How low will Jack Thompson stoop? According to the Wired Blog Network, pretty damn low. Jack addressed a letter to the mother of the Chairman of Take-Two Interactive Software, Strauss Zelnick. Take-Two is the company behind the Grand Theft Auto IV game. You can read the letter in it’s entirety at the Wired link above, but here are a few choice quotes from Jack’s letter:
Dear Mrs. Zelnick:
Your son, as you may know (or maybe you don’t know), is Chairman of Take-Two Interactive Software, Inc., whose most popular video games are the Grand Theft Auto murder simulator games banned in some countries but sold to children here.
Right out of the gate, “murder simulator” and “sold to children”. Jack loves his emotionally charged buzzwords. As if murders didn’t occur before the era of video games. Come on, Jack. You can’t be this dense - this is all about publicity for you.
Your son last week was reported to have said the following about Grand Theft Auto IV, due to be released Tuesday, April 29:
“We’ve already received numerous [GTA IV] reviews, and to a one, they are perfect scores. My mom couldn’t write better reviews…”
Taking your son’s thought, I would encourage you either to play this game or have an adroit video gamer play it for you.
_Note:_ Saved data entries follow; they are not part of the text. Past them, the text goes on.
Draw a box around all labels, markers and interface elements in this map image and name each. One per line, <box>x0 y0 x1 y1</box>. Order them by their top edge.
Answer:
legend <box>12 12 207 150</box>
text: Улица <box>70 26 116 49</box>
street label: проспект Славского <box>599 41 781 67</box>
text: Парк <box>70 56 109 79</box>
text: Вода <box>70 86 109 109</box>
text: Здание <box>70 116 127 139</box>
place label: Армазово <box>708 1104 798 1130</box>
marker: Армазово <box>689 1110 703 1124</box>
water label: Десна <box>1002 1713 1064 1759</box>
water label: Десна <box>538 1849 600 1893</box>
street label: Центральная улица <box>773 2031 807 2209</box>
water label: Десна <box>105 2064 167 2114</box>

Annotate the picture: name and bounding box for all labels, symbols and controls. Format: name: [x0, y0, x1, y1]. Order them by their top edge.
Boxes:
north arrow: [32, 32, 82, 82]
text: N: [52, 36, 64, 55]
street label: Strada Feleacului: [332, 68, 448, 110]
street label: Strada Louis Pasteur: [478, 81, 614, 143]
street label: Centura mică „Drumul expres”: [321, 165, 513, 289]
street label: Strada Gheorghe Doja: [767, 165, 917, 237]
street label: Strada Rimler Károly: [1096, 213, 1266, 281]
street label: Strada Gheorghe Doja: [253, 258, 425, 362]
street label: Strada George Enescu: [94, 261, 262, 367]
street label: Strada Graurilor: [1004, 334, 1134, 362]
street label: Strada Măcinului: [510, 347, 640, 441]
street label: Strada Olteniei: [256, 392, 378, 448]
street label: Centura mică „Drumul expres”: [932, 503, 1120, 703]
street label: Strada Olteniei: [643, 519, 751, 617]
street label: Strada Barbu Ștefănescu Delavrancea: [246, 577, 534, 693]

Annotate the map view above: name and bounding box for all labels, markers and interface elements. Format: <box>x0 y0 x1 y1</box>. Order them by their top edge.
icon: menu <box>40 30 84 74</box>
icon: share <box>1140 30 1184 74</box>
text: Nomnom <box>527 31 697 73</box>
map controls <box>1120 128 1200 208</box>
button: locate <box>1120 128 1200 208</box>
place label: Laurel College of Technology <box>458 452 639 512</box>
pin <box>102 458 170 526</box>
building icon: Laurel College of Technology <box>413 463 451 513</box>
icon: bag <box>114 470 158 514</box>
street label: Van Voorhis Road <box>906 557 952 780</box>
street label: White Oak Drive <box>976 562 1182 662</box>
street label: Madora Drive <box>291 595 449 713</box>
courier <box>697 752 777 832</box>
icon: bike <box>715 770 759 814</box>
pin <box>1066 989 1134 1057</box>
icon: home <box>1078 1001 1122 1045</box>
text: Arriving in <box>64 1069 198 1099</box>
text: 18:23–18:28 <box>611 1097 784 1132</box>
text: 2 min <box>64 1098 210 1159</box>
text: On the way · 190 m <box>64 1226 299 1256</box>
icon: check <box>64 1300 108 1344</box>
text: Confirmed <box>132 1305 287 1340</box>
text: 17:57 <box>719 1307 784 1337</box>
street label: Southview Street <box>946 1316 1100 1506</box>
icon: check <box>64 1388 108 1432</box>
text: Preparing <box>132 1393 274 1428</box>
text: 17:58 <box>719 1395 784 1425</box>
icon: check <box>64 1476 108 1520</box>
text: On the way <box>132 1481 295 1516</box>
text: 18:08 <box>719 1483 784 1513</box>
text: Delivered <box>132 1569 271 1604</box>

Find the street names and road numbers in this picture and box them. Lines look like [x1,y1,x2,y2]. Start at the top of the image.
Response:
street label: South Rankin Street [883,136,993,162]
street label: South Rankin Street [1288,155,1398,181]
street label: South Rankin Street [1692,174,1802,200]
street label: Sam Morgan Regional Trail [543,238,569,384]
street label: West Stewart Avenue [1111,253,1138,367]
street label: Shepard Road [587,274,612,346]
Some of the latter gamers are on death row, so try to find one out in the civilian population who hasn’t killed someone yet.
Laughable.
Mrs. Zelnick, did you train up your son, Strauss, to make millions of dollars by pushing Mature-rated video games to children? Any kid can go right to little Strauss’ corporate web site and buy GTA IV with no age verification. Strauss is even marketing the new Grand Theft Auto IV on World Wrestling Entertainment tv shows seen by millions of kids. If you trained up Strauss to do this, then shame on you.
It seems like Jack’s mother trained him up to be media whore. Shame on her. She raised her boy to open his hole up for anyone with a recording device.
Your son, this very moment, is doing everything he possibly can to sell as many copies of GTA IV to teen boys in the United States, a country in which your son claims you raised him to be “a Boy Scout.” More like the Hitler Youth, I would say.
For someone who claims to despise everything about GTA, Jack sure knows how to throw verbal Molotov cocktails. It’s as if he’s been “trained” to do so.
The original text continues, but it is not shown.